Recommandations cliniques pour les praticiens
La FDA a publié un document de communication sur la sécurité des médicaments pour trois événements indésirables, y compris la DACD, les fractures osseuses et l’hypomagnésémie5. Les recommandations générales de la FDA comprennent la prescription de la dose d’IPP la plus faible pour la durée de traitement la plus courte, l’identification des personnes présentant un risque plus élevé de développer ces événements indésirables et la déclaration de tout événement indésirable à FDA MedWatch. Les critères de Beers ont été mis à jour en 2015 pour inclure les IPP et le risque potentiel de DACD et de fractures osseuses dans la population gériatrique. L’American Gasteroenterologic Association recommande de fonder la décision de commencer un traitement d’entretien par IPP sur les symptômes des patients, leur qualité de vie et les risques par rapport aux avantages.6 Encouragez les modifications du mode de vie qui peuvent réduire ou éliminer la nécessité d’utiliser les IPP à long terme. D’après la documentation actuelle, il n’est pas nécessaire d’ajouter des mises en garde à l’étiquetage actuel des IPP en vente libre. L’information médicale étant facilement accessible aux patients, il est important de les informer que d’autres études sont nécessaires pour examiner le lien entre les IPP et les effets indésirables tels que la démence, les événements cardiaques et les maladies rénales.

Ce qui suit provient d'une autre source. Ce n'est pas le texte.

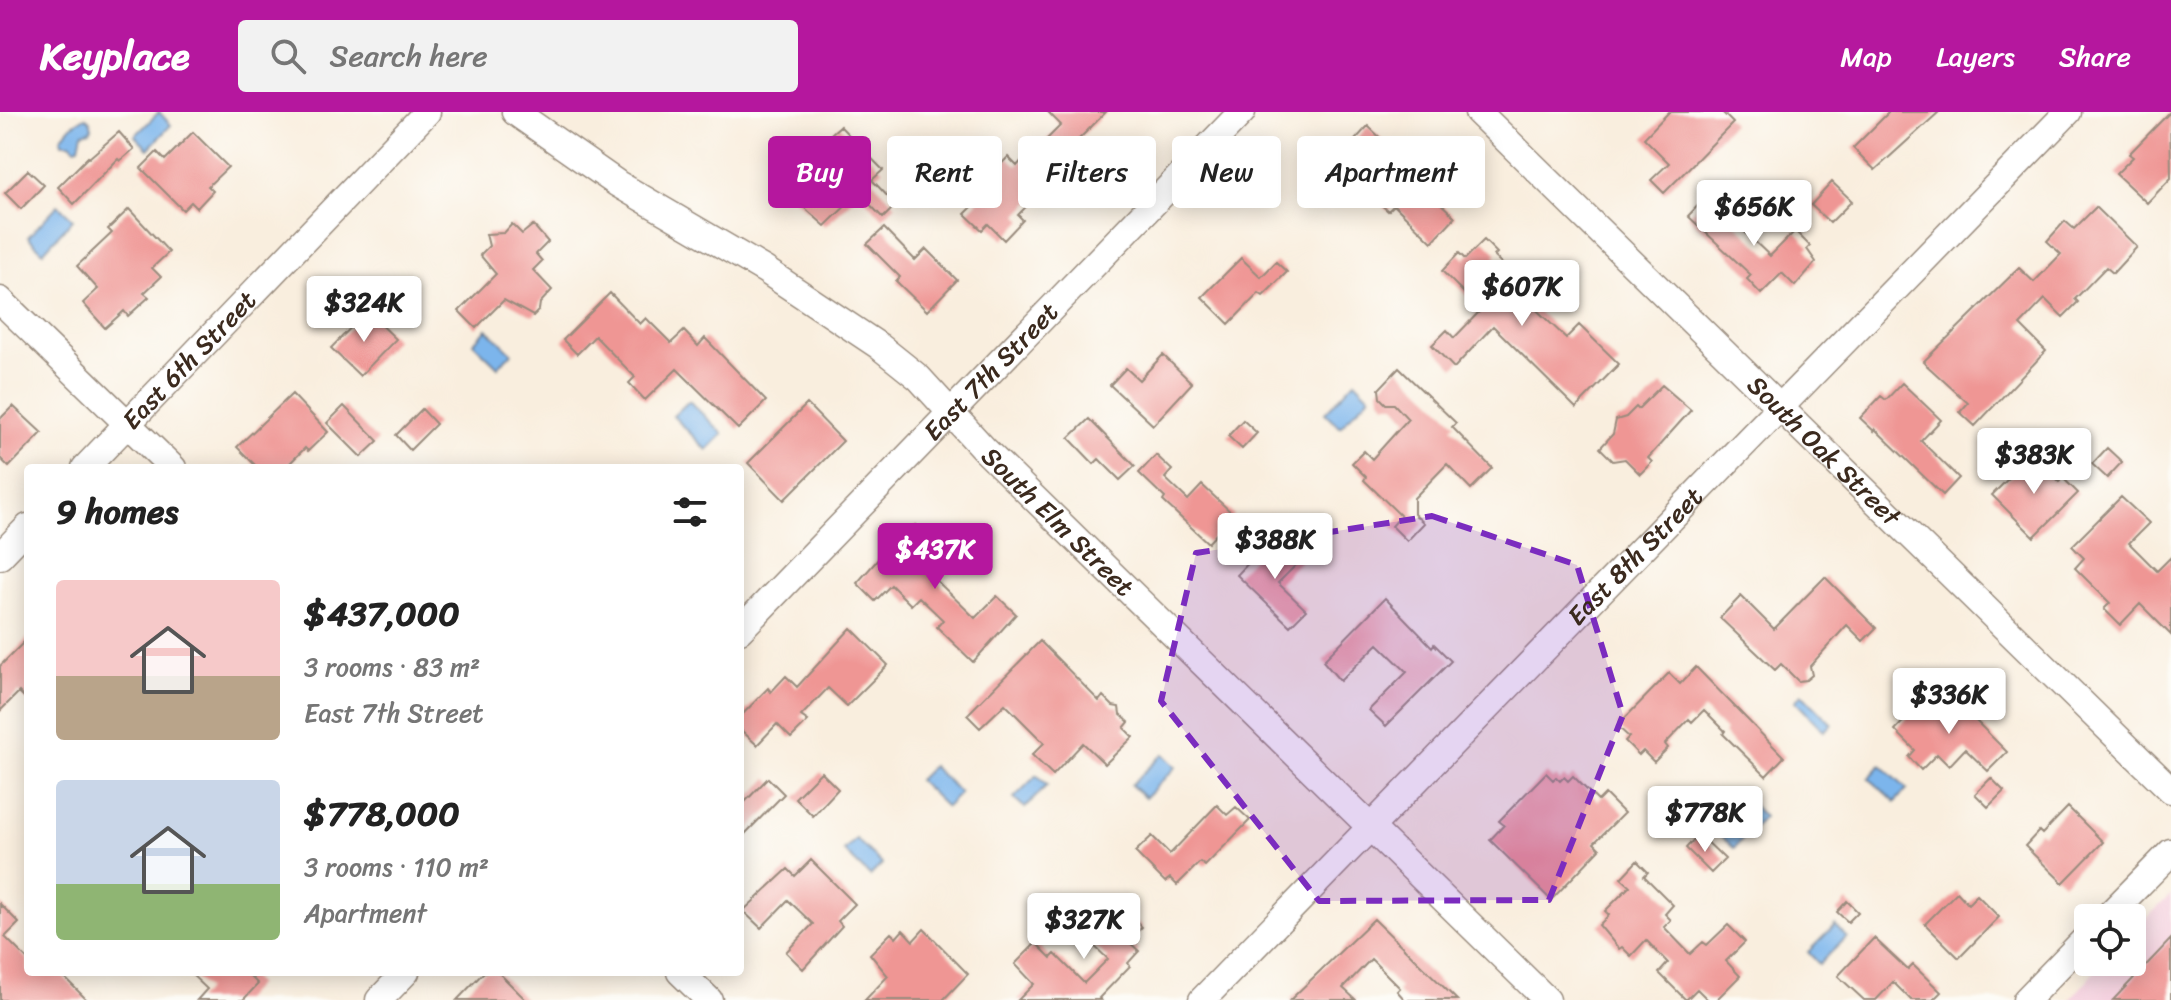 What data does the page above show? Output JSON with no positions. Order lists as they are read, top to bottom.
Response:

1. Shah NH, et al. Utilisation des inhibiteurs de la pompe à protons et risque d’infarctus du myocarde dans la population générale. PLoS ONE. 2015;10(6).

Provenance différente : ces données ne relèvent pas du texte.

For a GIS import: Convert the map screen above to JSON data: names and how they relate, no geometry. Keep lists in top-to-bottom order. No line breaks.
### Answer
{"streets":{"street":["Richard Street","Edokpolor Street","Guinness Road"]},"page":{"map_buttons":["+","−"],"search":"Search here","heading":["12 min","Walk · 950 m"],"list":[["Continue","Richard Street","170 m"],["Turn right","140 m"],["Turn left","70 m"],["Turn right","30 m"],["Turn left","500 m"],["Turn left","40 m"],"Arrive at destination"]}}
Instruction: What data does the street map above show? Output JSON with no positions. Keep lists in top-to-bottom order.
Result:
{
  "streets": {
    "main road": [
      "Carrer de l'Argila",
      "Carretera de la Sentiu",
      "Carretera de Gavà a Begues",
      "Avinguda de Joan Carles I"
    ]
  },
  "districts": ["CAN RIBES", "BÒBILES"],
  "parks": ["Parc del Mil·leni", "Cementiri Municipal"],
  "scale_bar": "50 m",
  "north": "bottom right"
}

2. notices des produits IPP, divers.
3. Johnson DA, Oldfield EC. Effets secondaires et complications rapportés de l’utilisation à long terme des inhibiteurs de la pompe à protons : dissection des preuves. Clin Gastroenterol Hepatol. 2013;11(5):458-464.
4. Kerner DK, Wu Y. Effets indésirables associés à l’utilisation à long terme des inhibiteurs de la pompe à protons. Juin 2016. https://spahp.creighton.edu/sites/spahp.creighton.edu/files/LTC Mise à jour juin 2016.pdf.
5. FDA Drug Safety Communications. www.fda.gov/Drugs/DrugSafety/ucm199082.htm.
6. Association américaine de gastroentérologie. www.gastro.org.